*Description of the task*. Output the entries exactly. Start at the first line, finish with the line containing "position:absolute; right:18px; bottom:18px;", and omit the pictures.

(Saved entries)
▬▬▬▬▬▬▬▬▬▬
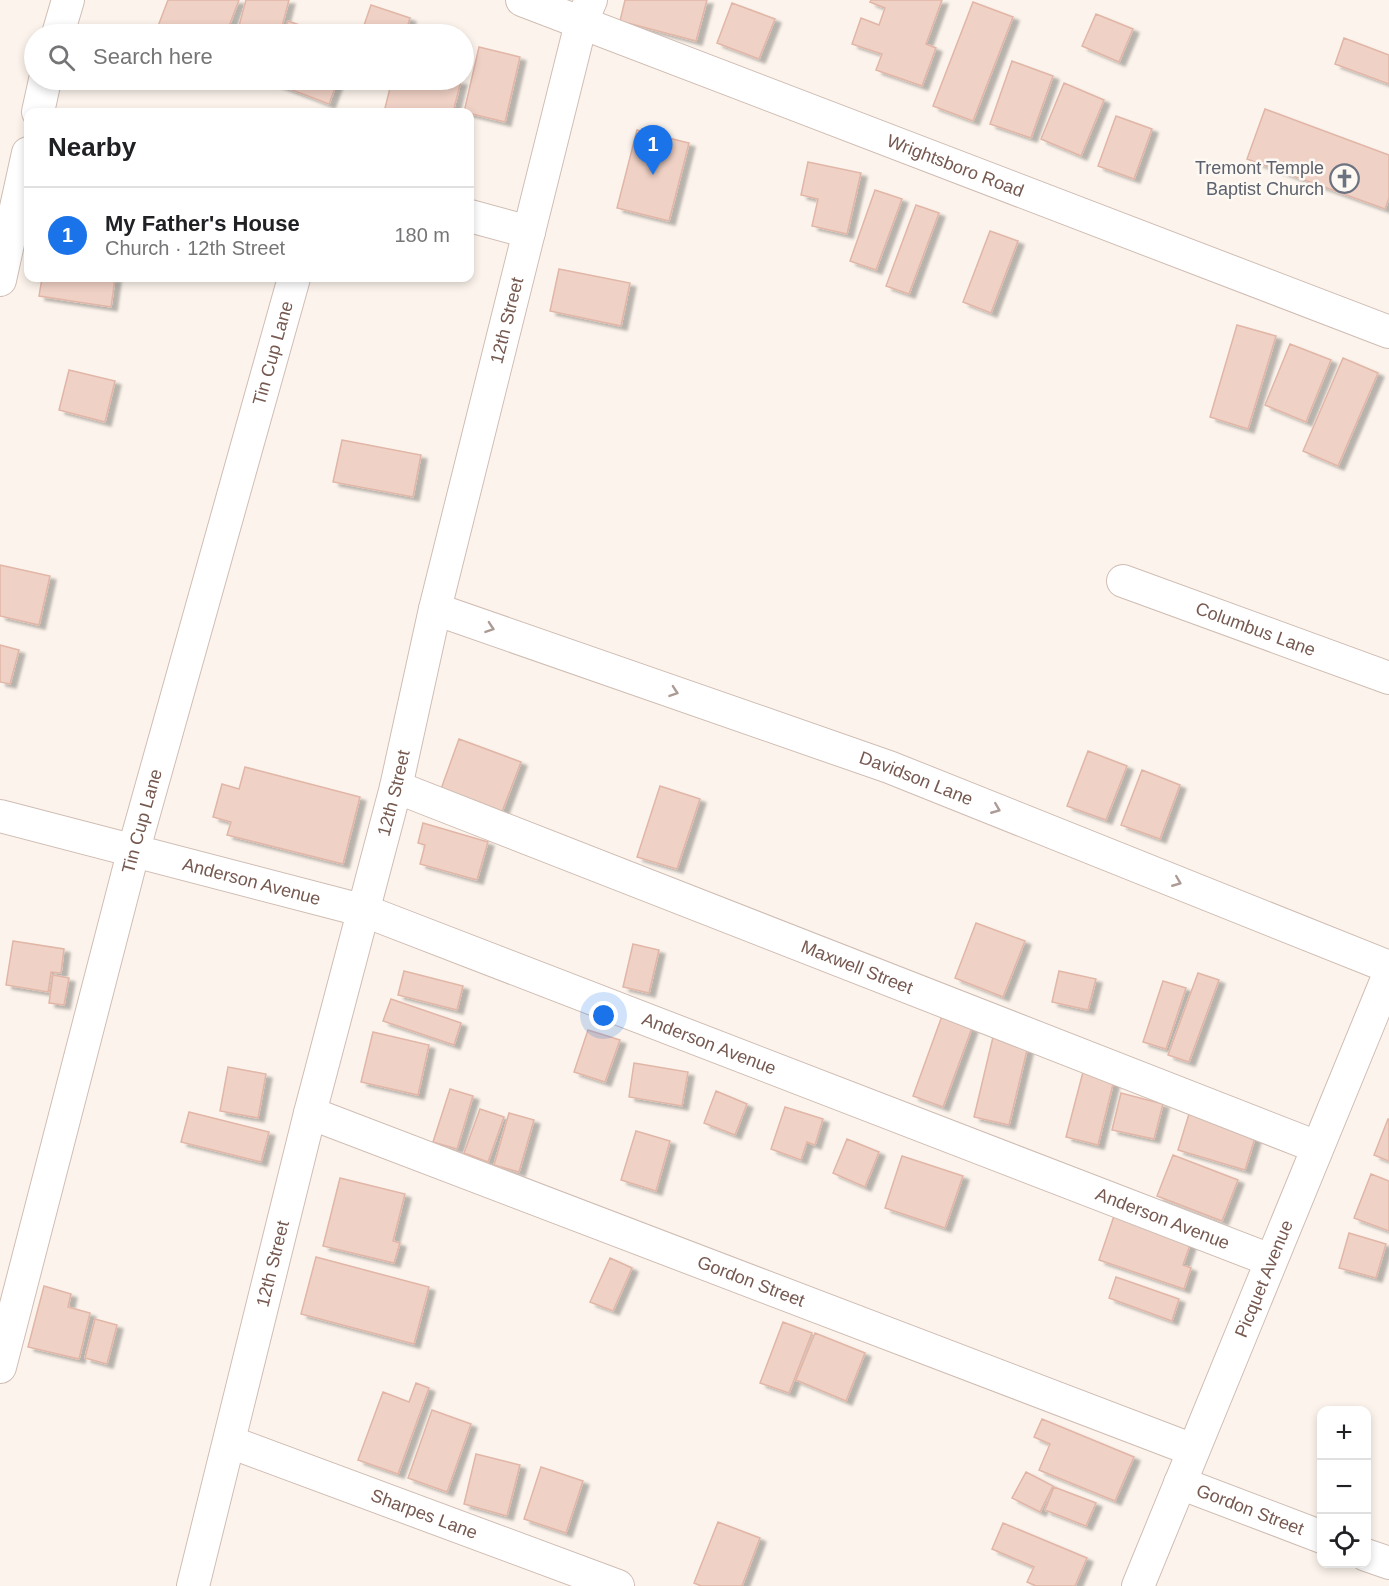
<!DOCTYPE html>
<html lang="en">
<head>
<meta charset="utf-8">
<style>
  :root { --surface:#fff; --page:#f2f2f2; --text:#202124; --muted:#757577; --line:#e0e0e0; --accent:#1a73e8 }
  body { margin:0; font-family:Helvetica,sans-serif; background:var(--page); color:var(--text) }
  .controls { position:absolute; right:18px; bottom:18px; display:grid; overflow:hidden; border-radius:12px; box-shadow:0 3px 9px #0003 }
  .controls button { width:54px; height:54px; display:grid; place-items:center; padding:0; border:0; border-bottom:2px solid var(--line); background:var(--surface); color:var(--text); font:30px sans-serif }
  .you { position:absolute; left:604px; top:1016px; width:21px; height:21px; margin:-15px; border:4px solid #fff; border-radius:50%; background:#1a73e8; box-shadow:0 0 0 9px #1a73e833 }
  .badge { display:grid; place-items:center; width:39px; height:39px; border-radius:50%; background:var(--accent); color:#fff; font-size:20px; font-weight:700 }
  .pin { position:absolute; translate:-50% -50px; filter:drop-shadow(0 2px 3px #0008) }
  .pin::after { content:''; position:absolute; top:32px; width:21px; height:18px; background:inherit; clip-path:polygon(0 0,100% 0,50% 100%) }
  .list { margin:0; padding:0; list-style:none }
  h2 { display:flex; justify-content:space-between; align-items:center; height:78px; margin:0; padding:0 24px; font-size:26px }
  h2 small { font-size:20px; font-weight:400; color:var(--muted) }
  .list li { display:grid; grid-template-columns:39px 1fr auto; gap:18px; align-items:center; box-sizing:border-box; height:96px; padding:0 24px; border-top:2px solid var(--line) }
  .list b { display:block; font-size:22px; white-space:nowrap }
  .list p { margin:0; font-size:20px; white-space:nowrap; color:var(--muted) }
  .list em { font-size:20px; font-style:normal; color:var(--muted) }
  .icon { flex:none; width:33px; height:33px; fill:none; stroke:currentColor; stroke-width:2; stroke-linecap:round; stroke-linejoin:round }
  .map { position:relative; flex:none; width:1389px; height:1586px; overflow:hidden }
  .search { position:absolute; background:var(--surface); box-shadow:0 3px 9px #0003; left:24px; top:24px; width:450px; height:66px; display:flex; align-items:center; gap:15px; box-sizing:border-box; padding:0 21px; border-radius:33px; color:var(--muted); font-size:22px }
  .panel { position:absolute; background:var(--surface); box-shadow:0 3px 9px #0003; left:24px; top:108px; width:450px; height:174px; border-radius:12px }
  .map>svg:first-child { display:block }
</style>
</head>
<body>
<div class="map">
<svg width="1389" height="1586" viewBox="0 0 1389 1586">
  <defs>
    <filter id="shadow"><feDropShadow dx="6" dy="4" stdDeviation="1.5" flood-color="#0004"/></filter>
  </defs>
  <rect width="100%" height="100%" fill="#fcf4ec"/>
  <path fill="#f0d1c5" stroke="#e1b6a7" stroke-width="1.5" filter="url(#shadow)" d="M 168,0 L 239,0 L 226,34 L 155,34 Z
    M 246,0 L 289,0 L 280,34 L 239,26 Z
    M 625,0 L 707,0 L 696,41 L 620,21 Z
    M 871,0 L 942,0 L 926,44 L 936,48 L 922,86 L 876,70 L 882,54 L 852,44 L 861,18 L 879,25 L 885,8 L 870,2 Z
    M 973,2 L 1013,17 L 973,121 L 933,106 Z
    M 732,3 L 775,19 L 759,59 L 717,43 Z
    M 371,5 L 410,18 L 405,34 L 361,34 Z
    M 1096,14 L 1133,29 L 1119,62 L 1082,46 Z
    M 288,21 L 325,34 L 283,34 Z
    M 1344,38 L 1389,55 L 1389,84 L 1335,64 Z
    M 479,47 L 520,57 L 505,122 L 464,112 Z
    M 1012,61 L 1053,76 L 1031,138 L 990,124 Z
    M 266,80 L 338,80 L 329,104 Z
    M 392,80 L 461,81 L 453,112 L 384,112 Z
    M 1064,83 L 1104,100 L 1081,156 L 1041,139 Z
    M 1265,109 L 1389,155 L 1389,198 L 1385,209 L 1247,159 Z
    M 1116,116 L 1152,129 L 1134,179 L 1098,166 Z
    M 637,130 L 689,143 L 669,221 L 617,208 Z
    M 808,162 L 861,173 L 847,234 L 812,226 L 818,199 L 801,195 Z
    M 875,190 L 902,199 L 876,270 L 850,261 Z
    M 916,205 L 939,213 L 909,294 L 886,286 Z
    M 990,231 L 1018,241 L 991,313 L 963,302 Z
    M 559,269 L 630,283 L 621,326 L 550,311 Z
    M 42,278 L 115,278 L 111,307 L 39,296 Z
    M 1237,325 L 1276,336 L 1248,429 L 1210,417 Z
    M 1290,344 L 1331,360 L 1306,422 L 1265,405 Z
    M 1343,358 L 1378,373 L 1338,466 L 1303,451 Z
    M 69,370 L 115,381 L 105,422 L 59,410 Z
    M 342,440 L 421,455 L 413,497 L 333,482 Z
    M 0,565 L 50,576 L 39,625 L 0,616 Z
    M 0,645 L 19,650 L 10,684 L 0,682 Z
    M 459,739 L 521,762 L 502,812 L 441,789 Z
    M 1088,751 L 1127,766 L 1106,820 L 1067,806 Z
    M 245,767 L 360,797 L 343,864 L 227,835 L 231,822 L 213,817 L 222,784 L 239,789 Z
    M 1142,770 L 1180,785 L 1160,839 L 1121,825 Z
    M 660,786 L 700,799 L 677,869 L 637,857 Z
    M 423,823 L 488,842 L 477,880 L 420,864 L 425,845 L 418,843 Z
    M 976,923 L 1025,941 L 1003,997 L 955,978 Z
    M 13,941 L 64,949 L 61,973 L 51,972 L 48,992 L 6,985 Z
    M 633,944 L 659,950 L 649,993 L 623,987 Z
    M 404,971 L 463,986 L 457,1010 L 398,995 Z
    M 1059,971 L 1096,979 L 1088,1010 L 1052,1002 Z
    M 1198,973 L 1219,980 L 1189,1062 L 1168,1055 Z
    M 53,975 L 69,978 L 64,1005 L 49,1003 Z
    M 1163,981 L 1186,988 L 1166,1049 L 1143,1042 Z
    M 391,999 L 461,1023 L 454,1045 L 383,1021 Z
    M 942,1016 L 972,1028 L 943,1107 L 913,1096 Z
    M 588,1030 L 620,1040 L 605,1082 L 574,1072 Z
    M 373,1032 L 429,1045 L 418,1095 L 361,1082 Z
    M 993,1037 L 1028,1046 L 1009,1125 L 974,1117 Z
    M 634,1063 L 688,1072 L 682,1106 L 629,1097 Z
    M 228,1067 L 266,1074 L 258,1118 L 220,1111 Z
    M 1083,1072 L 1114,1080 L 1098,1145 L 1066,1137 Z
    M 450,1089 L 473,1096 L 457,1149 L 433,1142 Z
    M 716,1091 L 747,1104 L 735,1135 L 704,1123 Z
    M 1121,1093 L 1163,1104 L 1154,1139 L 1112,1130 Z
    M 785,1107 L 823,1119 L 815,1145 L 807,1142 L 801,1160 L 771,1149 Z
    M 480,1109 L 504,1117 L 488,1162 L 464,1153 Z
    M 189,1112 L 269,1132 L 261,1162 L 181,1142 Z
    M 509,1113 L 534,1120 L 519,1172 L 494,1165 Z
    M 1189,1114 L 1256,1135 L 1245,1170 L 1178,1150 Z
    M 1388,1119 L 1389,1119 L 1389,1161 L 1374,1155 Z
    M 636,1131 L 670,1141 L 656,1191 L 621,1180 Z
    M 847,1139 L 879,1152 L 865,1187 L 833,1173 Z
    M 1173,1155 L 1238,1180 L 1222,1221 L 1157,1196 Z
    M 902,1156 L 963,1176 L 945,1228 L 885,1208 Z
    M 1371,1174 L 1389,1181 L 1389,1231 L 1354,1218 Z
    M 340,1178 L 405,1194 L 393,1241 L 400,1243 L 394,1263 L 323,1246 Z
    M 1115,1213 L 1192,1239 L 1183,1265 L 1191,1268 L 1184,1289 L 1099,1260 Z
    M 1349,1233 L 1386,1244 L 1376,1278 L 1339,1268 Z
    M 316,1257 L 429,1287 L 414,1344 L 301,1314 Z
    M 610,1258 L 632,1268 L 613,1311 L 590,1302 Z
    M 1116,1277 L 1179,1299 L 1172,1321 L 1109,1298 Z
    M 44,1286 L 71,1294 L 68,1307 L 90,1313 L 79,1359 L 28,1347 Z
    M 95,1319 L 117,1325 L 107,1364 L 85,1358 Z
    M 783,1322 L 812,1333 L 789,1393 L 760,1383 Z
    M 815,1333 L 865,1353 L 846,1401 L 796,1380 Z
    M 416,1383 L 429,1388 L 398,1474 L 358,1460 L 383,1392 L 409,1402 Z
    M 432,1410 L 471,1424 L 447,1492 L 408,1478 Z
    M 1042,1419 L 1134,1457 L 1115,1501 L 1039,1470 L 1050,1444 L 1034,1437 Z
    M 476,1454 L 520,1465 L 507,1516 L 464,1504 Z
    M 541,1467 L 583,1481 L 566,1533 L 524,1519 Z
    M 1026,1472 L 1053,1486 L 1040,1512 L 1012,1498 Z
    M 1054,1487 L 1096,1503 L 1086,1526 L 1045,1510 Z
    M 718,1522 L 760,1538 L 742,1586 L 701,1586 L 694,1583 Z
    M 1003,1523 L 1087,1558 L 1075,1586 L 1036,1586 L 1027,1582 L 1034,1567 L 992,1549 Z"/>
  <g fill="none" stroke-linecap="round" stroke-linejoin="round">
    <defs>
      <g id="minor">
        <path id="s1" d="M 522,0 L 1389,332"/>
        <path d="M 58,34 L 68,0"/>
        <path d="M 38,112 L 45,80"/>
        <path d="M 470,216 L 529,232"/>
        <path d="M 0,280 L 28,153"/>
        <path id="s2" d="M 1123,581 L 1389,678"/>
        <path id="s3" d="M 435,609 L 889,767 L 1389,967"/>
        <path id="s4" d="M 396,787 L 1317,1147"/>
        <path id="s5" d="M 0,816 L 365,911 L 1270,1260"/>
        <path id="s6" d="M 310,1113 L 1193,1450"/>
        <path id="s7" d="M 0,1367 L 134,849 L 294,278"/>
        <path id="s8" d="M 230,1442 L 618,1586"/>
        <path id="s9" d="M 1180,1483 L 1322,1537"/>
        <path d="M 1366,1555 L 1389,1563"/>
        <path id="s10" d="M 193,1586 L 310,1113 L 396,787 L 435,609 L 581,23 L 591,0"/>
        <path id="s11" d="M 1138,1586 L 1389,974"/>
      </g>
    </defs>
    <use href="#minor" stroke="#d0bdb4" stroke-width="34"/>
    <use href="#minor" stroke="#fff" stroke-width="32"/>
  </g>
  <defs><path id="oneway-chevron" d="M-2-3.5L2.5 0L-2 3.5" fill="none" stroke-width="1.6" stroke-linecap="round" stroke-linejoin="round" transform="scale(1.5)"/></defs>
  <g stroke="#ad9b96">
    <use href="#oneway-chevron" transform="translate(490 628) rotate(19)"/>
    <use href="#oneway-chevron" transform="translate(674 692) rotate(19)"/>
    <use href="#oneway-chevron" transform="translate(996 809) rotate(22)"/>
    <use href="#oneway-chevron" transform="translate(1177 882) rotate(22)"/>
  </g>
  <defs>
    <symbol id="church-ring" viewBox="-11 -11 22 22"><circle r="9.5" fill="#fef8f3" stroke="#6b7280" stroke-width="1.5"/><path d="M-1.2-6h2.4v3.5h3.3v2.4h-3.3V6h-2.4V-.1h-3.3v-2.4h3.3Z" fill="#6b7280"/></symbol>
  </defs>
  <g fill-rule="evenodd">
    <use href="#church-ring" x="1328" y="162" width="33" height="33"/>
  </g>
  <g text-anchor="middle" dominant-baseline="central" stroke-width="5" stroke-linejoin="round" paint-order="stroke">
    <g font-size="18" fill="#765950" stroke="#fef8f3">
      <text stroke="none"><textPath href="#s1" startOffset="464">Wrightsboro Road</textPath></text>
      <text stroke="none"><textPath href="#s10" startOffset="1304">12th Street</textPath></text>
      <text stroke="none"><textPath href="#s7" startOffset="1050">Tin Cup Lane</textPath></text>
      <text stroke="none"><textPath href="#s2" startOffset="141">Columbus Lane</textPath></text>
      <text stroke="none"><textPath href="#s3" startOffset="510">Davidson Lane</textPath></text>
      <text stroke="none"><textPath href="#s10" startOffset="818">12th Street</textPath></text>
      <text stroke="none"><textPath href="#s7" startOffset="564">Tin Cup Lane</textPath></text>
      <text stroke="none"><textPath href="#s5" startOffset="260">Anderson Avenue</textPath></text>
      <text stroke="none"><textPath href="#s4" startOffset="495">Maxwell Street</textPath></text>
      <text stroke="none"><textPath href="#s5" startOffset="746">Anderson Avenue</textPath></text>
      <text stroke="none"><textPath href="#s5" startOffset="1232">Anderson Avenue</textPath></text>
      <text stroke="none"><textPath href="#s10" startOffset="332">12th Street</textPath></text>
      <text stroke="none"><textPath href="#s11" startOffset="332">Picquet Avenue</textPath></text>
      <text stroke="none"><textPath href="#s6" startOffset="472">Gordon Street</textPath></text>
      <text stroke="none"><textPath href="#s9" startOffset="75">Gordon Street</textPath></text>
      <text stroke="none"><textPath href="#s8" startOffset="207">Sharpes Lane</textPath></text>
    </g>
    <g font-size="18" fill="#5b616d" stroke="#fef8f3" text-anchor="end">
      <text x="1324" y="168">Tremont Temple<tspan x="1324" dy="21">Baptist Church</tspan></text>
    </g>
  </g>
</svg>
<div class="controls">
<button>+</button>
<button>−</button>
<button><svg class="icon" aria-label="locate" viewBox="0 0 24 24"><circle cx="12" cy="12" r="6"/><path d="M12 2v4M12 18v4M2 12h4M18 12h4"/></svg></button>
</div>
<div class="you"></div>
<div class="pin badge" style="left:653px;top:175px">1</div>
<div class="search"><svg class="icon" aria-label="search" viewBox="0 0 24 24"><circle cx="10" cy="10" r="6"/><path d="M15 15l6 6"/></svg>Search here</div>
<section class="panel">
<h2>Nearby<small></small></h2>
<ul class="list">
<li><span class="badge">1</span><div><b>My Father's House</b><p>Church · 12th Street</p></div><em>180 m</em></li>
</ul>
</section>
</div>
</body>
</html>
▬▬▬▬▬▬▬▬▬▬
*Exercise answer*.
<!DOCTYPE html>
<html lang="en">
<head>
<meta charset="utf-8">
<style>
  :root { --surface:#fff; --page:#f2f2f2; --text:#202124; --muted:#757577; --line:#e0e0e0; --accent:#1a73e8 }
  body { margin:0; font-family:Helvetica,sans-serif; background:var(--page); color:var(--text) }
  .controls { position:absolute; right:18px; bottom:18px; display:grid; overflow:hidden; border-radius:12px; box-shadow:0 3px 9px #0003 }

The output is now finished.